En outre, la qualité et l’intérêt des différentes propositions révèlent la difficulté à formuler des recommandations concrètes, qui privilégient naturellement le consensus, les déclarations d’intention et la pensée en silo.

Transparait en effet dans la plupart des propositions un appel à mobilisation des instruments traditionnels de l’action publique, à savoir : éducation et sensibilisation ; investissement et financement ; mécanismes d’incitation monétaires ; contraintes légales pures et dures.

La vision de l’État interventionniste ou stratège induite par le format de la Conférence reproduit les logiques propres à la démocratie représentative, en particulier celle d’une action publique descendante.

A cet égard, le « partage de bonnes pratiques » parfois recommandé par les panélistes ne suffit pas, car le problème sous-jacent est d’abord culturel et cognitif : il faut apprendre à penser le politique hors les murs des institutions pour le ramener au cœur de nos vies.

A noter, également, que les panélistes parviennent sans difficulté à dépasser le cadre de l’État-nation, ayant admis que l’échelle pertinente pour gouverner était à de nombreux égards celle du continent sur les questions diplomatiques, de défense et de sécurité, et sur l’ensemble de celles touchant au fonctionnement du marché intérieur.

Indéniablement, la Conférence constitue donc un jalon important dans la prise de conscience par les citoyens européens qu’ils partagent un même positionnement dans l’espace international, nombre de traits culturels et des intérêts convergents, tels qu’ils ne forment pas ensemble un vulgaire agrégat de peuples éparses mais une véritable communauté de destin pour produire davantage de commun à l’échelle de l’Union.

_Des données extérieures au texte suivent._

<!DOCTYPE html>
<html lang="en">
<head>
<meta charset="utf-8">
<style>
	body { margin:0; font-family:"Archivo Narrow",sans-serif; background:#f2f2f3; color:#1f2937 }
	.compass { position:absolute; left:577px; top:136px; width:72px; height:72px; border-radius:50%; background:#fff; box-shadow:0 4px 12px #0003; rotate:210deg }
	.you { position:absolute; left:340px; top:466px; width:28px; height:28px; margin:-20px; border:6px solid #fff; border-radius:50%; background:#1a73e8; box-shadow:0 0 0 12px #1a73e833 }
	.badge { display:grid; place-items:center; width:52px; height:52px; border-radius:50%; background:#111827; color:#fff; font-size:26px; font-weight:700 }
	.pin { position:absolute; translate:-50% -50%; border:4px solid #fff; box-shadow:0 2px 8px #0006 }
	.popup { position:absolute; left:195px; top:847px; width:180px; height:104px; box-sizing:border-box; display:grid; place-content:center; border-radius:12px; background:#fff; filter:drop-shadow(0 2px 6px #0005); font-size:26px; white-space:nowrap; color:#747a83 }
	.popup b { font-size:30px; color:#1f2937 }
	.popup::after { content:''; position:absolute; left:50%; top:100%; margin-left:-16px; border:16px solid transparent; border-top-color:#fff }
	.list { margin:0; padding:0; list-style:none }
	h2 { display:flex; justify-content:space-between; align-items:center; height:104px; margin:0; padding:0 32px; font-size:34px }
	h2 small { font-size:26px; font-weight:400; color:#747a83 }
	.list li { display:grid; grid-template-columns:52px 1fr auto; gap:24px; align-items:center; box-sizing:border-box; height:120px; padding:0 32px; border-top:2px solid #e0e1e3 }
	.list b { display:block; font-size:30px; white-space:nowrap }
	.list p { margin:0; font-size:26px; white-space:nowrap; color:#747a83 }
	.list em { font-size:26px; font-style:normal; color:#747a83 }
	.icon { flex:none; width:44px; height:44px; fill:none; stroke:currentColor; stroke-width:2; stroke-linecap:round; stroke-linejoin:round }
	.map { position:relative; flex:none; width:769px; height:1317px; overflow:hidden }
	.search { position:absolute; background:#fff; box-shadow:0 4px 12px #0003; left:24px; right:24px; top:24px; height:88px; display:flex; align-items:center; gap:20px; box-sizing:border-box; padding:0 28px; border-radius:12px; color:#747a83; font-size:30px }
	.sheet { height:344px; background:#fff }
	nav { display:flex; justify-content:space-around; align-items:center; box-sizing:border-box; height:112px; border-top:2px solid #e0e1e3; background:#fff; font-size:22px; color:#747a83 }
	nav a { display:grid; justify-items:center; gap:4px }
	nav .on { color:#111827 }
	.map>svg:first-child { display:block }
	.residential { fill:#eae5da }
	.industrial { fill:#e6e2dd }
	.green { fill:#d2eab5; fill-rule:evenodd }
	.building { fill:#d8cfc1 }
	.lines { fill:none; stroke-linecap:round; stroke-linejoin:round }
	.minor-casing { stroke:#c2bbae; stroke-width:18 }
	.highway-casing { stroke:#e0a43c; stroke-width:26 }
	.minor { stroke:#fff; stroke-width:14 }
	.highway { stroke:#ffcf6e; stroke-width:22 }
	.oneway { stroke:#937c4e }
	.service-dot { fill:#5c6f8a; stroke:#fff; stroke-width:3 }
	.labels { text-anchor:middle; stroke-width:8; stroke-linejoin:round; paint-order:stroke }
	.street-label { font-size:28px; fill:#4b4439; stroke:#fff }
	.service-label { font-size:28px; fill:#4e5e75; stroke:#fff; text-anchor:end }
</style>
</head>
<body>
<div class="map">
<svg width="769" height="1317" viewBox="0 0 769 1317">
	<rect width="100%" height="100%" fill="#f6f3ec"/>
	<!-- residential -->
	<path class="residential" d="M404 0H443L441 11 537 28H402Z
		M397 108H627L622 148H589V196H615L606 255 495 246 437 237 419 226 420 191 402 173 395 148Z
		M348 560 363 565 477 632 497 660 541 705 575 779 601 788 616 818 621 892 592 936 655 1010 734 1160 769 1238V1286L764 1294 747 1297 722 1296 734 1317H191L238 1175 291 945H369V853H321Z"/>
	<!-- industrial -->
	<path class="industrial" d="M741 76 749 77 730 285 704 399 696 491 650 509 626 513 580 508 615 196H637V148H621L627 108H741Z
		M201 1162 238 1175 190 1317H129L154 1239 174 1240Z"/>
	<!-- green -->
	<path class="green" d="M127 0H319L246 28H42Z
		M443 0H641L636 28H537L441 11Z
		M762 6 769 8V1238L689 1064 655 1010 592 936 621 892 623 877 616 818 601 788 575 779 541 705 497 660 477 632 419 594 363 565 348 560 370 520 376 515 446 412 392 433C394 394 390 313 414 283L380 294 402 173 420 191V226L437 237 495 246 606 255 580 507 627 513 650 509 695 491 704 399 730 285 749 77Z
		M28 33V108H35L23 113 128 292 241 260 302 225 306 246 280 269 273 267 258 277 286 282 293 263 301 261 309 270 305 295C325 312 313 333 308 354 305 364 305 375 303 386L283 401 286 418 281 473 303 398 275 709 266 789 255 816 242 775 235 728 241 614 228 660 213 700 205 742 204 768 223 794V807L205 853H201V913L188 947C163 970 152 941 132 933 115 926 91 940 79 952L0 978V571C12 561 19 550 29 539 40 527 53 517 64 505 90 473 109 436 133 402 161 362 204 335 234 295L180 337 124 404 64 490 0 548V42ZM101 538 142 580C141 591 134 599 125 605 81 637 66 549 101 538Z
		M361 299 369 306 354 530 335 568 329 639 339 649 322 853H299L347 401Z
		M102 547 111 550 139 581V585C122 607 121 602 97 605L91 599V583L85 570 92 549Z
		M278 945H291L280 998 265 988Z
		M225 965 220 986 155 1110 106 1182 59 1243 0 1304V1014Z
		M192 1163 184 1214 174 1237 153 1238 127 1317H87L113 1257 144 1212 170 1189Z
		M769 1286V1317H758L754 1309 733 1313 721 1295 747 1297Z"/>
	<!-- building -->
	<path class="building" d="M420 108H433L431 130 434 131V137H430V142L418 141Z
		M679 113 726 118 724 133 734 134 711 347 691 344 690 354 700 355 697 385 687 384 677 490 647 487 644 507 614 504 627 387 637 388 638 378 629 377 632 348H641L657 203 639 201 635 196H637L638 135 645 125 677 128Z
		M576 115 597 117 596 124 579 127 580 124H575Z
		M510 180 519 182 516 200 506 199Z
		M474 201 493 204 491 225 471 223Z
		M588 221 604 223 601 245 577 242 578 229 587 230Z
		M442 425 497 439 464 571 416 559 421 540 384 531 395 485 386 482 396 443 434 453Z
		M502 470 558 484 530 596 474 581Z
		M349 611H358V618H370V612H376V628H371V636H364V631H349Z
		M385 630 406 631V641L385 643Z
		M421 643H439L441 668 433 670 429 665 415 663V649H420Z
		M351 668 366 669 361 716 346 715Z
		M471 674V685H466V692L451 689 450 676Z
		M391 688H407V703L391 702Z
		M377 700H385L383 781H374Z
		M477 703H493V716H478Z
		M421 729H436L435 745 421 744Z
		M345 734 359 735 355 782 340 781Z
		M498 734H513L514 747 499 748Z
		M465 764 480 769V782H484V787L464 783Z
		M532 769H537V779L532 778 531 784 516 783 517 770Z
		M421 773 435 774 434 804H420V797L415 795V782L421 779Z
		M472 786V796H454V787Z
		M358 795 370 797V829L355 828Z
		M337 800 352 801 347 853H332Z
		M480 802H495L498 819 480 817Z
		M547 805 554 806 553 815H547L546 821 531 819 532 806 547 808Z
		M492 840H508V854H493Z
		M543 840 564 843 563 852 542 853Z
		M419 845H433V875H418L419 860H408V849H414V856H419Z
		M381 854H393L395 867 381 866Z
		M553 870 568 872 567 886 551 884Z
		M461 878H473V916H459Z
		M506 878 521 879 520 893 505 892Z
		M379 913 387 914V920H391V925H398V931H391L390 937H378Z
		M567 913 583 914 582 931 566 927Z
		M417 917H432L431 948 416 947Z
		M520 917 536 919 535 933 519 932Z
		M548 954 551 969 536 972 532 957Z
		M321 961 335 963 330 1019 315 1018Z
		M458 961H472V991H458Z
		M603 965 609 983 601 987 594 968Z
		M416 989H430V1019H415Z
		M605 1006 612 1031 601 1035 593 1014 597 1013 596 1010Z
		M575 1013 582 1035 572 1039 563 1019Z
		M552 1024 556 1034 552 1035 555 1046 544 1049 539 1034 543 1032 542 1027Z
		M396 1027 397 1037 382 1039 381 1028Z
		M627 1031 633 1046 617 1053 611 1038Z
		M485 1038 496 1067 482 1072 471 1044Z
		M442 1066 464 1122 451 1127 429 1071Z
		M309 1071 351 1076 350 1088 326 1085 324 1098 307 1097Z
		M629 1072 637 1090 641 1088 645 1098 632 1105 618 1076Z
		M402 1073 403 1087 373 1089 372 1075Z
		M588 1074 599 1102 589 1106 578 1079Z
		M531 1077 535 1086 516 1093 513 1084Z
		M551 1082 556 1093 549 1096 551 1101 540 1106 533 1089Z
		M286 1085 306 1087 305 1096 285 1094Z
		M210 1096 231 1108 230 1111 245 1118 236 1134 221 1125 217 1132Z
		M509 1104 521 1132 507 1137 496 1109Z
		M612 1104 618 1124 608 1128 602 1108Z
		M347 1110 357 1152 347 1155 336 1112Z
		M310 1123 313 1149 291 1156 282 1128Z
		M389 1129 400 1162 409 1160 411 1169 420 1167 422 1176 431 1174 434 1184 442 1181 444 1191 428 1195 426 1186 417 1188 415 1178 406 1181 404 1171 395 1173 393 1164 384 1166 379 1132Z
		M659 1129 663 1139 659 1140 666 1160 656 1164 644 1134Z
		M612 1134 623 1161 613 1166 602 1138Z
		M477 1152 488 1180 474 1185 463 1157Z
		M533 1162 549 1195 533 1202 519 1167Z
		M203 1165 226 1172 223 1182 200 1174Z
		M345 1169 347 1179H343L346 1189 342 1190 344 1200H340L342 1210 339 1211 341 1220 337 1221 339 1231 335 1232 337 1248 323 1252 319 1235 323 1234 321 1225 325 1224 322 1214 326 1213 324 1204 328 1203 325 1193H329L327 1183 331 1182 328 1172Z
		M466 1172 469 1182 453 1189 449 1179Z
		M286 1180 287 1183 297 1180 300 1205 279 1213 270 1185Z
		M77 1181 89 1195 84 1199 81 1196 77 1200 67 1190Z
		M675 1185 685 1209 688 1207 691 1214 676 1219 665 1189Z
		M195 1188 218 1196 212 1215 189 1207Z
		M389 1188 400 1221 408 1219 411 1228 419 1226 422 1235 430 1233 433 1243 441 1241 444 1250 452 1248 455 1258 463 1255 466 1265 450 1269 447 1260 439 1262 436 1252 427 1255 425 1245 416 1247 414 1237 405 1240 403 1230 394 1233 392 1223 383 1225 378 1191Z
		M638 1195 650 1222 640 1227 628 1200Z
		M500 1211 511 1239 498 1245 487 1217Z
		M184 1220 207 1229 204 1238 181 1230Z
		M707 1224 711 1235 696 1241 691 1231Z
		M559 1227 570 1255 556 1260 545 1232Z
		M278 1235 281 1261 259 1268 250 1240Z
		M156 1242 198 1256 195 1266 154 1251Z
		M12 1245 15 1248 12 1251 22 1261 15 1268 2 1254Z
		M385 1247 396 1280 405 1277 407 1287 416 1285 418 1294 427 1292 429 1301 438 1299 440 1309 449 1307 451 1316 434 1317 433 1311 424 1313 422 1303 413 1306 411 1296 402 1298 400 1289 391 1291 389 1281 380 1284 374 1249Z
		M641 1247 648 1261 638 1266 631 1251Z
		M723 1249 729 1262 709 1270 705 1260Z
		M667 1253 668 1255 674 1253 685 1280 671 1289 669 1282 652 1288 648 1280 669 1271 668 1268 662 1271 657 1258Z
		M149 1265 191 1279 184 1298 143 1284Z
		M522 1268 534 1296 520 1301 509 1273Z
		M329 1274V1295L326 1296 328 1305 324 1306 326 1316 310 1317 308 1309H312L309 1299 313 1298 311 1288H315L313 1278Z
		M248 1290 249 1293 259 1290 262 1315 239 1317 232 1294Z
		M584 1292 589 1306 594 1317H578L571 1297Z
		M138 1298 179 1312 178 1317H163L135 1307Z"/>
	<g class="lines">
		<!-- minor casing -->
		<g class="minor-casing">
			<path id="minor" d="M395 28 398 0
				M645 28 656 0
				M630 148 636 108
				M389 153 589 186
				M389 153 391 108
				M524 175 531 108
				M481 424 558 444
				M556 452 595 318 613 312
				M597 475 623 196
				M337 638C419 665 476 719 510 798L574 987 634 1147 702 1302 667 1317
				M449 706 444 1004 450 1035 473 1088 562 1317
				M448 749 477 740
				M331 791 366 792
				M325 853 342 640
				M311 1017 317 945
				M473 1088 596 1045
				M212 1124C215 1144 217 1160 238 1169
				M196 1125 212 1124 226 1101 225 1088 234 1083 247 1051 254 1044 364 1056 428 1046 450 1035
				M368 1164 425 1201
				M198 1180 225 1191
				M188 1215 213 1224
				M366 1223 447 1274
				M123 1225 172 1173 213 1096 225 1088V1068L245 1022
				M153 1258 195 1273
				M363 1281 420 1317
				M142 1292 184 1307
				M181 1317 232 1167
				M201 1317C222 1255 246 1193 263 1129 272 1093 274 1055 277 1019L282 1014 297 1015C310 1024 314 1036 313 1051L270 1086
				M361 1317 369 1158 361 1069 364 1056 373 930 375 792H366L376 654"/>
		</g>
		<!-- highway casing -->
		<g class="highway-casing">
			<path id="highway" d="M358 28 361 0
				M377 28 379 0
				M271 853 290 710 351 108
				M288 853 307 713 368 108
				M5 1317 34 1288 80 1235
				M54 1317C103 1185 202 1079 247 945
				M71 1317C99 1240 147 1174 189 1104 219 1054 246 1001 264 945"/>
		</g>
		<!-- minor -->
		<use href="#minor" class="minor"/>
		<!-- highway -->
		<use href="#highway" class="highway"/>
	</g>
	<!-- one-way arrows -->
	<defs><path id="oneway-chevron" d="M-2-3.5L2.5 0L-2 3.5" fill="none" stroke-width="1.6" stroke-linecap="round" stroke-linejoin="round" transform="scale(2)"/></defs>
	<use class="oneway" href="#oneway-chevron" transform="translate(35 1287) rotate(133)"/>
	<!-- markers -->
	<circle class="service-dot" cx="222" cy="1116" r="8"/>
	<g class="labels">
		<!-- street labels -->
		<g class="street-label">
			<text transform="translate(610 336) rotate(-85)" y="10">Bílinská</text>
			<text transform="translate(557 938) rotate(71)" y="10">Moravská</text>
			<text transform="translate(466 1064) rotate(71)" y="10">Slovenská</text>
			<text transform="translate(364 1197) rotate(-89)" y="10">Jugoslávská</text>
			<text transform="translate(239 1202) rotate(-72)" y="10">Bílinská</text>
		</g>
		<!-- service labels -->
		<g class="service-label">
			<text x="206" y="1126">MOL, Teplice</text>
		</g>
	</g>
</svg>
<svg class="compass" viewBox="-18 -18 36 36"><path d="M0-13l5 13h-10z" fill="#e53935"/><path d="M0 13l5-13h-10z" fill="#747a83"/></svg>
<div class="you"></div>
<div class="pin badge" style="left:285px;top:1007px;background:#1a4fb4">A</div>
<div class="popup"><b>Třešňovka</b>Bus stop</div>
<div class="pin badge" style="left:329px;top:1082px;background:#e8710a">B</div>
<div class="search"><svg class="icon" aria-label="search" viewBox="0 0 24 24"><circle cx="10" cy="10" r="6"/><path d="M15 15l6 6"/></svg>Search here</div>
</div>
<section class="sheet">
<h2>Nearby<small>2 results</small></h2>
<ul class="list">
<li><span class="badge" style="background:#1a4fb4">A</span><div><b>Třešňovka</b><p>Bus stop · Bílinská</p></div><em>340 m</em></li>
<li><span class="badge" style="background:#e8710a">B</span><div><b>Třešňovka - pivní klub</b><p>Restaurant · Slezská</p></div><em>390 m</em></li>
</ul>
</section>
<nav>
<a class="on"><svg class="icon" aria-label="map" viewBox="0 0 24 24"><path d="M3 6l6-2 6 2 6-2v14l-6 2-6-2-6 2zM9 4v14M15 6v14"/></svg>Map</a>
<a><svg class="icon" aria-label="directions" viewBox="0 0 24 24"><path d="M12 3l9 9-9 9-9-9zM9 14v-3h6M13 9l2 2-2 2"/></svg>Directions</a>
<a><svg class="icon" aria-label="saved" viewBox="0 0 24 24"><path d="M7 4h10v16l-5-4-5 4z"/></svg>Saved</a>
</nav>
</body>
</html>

Une révision de l’architecture institutionnelle

Les propositions relatives au fonctionnement de l’Union visent à faire participer les citoyens aux travaux de façon plus régulière, « hors des périodes électorales » via de « nouveaux mécanismes » : plateforme de dialogue en ligne, « assemblée citoyenne » permanente et organisation de « référendums européens »

Quant à l’équilibre du triangle institutionnel, les citoyens se positionnent pour instaurer des listes transnationales, conférer au système du candidat chef de file, les Spitzenkandidaten un caractère contraignant et d’un part reconnaître au Parlement européen un véritable droit d’initiative et d’autre part davantage d’efficacité et de transparence au Conseil avec davantage de majorité qualifiée sur l’ensemble des décisions, à l’exception de celles relatives à l’élargissement de l’Union et visant à modifier ses principes fondamentaux.

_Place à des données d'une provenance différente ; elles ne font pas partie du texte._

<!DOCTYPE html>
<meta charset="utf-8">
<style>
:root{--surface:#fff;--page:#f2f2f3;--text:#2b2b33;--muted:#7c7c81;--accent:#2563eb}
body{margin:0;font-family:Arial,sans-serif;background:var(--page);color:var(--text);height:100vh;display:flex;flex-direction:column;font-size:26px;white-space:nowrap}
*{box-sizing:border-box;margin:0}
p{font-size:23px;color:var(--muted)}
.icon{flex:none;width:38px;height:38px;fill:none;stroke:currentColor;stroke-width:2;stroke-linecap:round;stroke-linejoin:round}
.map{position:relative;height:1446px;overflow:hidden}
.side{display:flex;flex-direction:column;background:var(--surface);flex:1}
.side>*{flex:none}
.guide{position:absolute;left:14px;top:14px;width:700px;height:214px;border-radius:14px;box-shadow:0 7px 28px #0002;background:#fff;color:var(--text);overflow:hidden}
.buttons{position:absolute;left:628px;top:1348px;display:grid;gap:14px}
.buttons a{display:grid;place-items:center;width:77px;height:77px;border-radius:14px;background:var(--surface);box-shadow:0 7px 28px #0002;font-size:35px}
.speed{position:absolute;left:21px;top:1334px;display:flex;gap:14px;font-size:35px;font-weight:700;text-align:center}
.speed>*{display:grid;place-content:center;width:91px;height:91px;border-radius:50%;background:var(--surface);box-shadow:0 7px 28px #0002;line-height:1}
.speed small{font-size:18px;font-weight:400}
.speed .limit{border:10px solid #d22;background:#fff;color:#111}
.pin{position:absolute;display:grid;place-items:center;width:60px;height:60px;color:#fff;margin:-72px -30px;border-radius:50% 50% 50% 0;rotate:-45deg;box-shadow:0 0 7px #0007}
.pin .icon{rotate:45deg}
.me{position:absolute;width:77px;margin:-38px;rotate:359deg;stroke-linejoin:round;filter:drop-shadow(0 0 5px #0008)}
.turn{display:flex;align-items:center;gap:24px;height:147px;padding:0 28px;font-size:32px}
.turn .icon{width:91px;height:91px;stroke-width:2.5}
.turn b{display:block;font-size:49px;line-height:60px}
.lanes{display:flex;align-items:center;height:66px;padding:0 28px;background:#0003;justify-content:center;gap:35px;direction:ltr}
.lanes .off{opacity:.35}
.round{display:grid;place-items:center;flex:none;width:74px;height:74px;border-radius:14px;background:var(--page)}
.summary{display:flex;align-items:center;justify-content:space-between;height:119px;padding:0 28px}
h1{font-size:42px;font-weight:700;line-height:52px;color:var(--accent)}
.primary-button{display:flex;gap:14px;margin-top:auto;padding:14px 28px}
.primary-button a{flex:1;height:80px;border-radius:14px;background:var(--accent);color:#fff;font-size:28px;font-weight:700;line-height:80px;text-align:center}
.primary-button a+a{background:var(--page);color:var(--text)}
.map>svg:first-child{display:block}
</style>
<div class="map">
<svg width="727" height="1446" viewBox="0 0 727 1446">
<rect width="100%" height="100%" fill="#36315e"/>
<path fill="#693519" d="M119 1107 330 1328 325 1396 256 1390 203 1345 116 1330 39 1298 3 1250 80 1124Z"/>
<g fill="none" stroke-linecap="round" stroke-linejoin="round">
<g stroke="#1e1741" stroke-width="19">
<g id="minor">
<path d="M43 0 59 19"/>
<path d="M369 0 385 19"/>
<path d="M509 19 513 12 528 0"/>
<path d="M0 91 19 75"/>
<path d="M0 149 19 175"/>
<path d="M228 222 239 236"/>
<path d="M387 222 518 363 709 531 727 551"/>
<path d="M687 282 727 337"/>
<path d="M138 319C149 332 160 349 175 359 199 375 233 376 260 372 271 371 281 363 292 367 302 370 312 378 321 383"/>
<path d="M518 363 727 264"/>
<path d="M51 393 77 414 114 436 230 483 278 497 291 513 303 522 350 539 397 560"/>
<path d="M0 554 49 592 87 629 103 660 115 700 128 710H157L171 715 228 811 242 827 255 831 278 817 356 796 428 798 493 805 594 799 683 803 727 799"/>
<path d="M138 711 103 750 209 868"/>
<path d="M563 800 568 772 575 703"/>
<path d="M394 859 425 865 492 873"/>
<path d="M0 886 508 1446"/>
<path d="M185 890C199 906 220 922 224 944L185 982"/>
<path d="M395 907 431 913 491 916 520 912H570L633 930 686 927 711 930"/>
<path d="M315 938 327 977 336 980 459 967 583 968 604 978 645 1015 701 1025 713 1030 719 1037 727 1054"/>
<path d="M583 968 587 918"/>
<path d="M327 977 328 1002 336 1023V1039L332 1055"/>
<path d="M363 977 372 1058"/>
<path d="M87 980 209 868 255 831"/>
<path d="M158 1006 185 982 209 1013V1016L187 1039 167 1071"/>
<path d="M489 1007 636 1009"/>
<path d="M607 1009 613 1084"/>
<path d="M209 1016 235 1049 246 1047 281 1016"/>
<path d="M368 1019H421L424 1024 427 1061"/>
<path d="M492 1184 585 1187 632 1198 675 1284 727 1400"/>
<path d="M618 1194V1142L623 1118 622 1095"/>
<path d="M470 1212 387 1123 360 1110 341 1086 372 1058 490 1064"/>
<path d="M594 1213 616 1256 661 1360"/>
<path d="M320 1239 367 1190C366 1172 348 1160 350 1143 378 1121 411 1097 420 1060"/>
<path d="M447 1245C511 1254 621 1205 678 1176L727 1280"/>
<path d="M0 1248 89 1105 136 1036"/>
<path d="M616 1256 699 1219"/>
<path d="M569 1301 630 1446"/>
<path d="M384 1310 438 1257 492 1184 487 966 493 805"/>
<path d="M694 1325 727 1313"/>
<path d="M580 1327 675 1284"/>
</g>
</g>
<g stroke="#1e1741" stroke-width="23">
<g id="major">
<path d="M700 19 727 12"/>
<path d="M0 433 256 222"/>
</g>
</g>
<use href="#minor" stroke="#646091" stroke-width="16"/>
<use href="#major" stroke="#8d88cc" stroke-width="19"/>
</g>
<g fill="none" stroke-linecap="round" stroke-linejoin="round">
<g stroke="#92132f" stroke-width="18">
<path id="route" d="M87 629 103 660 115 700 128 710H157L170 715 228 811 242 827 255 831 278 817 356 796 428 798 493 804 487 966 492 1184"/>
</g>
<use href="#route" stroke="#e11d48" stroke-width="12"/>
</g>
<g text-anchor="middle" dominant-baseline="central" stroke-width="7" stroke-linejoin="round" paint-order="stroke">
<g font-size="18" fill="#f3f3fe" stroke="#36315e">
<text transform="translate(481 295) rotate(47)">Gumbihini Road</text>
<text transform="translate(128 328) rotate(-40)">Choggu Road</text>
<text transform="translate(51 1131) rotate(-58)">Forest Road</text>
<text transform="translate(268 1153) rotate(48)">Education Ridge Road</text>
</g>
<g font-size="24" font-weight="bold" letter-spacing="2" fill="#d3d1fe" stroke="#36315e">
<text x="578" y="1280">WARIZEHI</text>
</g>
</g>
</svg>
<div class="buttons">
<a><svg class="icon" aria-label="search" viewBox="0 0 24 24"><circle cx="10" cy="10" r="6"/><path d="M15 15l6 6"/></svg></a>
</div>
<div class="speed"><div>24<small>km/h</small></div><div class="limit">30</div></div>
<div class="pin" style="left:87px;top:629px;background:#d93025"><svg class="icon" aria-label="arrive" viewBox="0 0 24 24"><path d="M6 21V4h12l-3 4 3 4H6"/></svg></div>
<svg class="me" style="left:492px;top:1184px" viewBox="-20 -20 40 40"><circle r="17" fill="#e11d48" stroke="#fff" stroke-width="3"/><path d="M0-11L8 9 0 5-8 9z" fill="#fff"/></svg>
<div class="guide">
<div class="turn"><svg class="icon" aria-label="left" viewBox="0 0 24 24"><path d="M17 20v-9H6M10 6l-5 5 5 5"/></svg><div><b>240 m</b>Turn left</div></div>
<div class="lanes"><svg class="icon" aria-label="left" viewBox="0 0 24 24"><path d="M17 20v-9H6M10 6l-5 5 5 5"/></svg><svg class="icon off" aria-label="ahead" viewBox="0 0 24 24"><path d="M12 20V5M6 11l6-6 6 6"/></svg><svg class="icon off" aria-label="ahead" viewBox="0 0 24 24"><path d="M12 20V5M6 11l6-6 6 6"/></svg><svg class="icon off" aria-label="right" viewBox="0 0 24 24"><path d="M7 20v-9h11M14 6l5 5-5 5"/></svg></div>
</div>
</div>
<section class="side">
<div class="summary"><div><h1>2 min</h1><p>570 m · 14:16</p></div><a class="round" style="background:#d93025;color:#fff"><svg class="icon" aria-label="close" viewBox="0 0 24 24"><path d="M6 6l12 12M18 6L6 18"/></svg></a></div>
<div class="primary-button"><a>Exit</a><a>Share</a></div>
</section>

L’arbre de l’institution semble néanmoins dissimuler une forêt de divergences. D’un côté, un groupe d’États réformateurs (France, Allemagne, Belgique, Italie, Pays-Bas, Espagne et Luxembourg) « ouverts en principe » à une réforme des traités ; devant cependant composer avec un autre groupe d’États membres plus réticents (Bulgarie, Croatie, Tchéquie, Danemark, Estonie, Finlande, Lettonie, Lituanie, Pologne, Roumanie, Slovénie, Suède et Malte).

Au total, les propositions de la Conférence sur l’avenir de l’Europe sont dorénavant un document de référence auquel les institutions devront se rapporter et dont elles pourront même se prévaloir chaque fois que la définition de l’intérêt général européen sera sujette à débat, à la façon d’une boussole démocratique.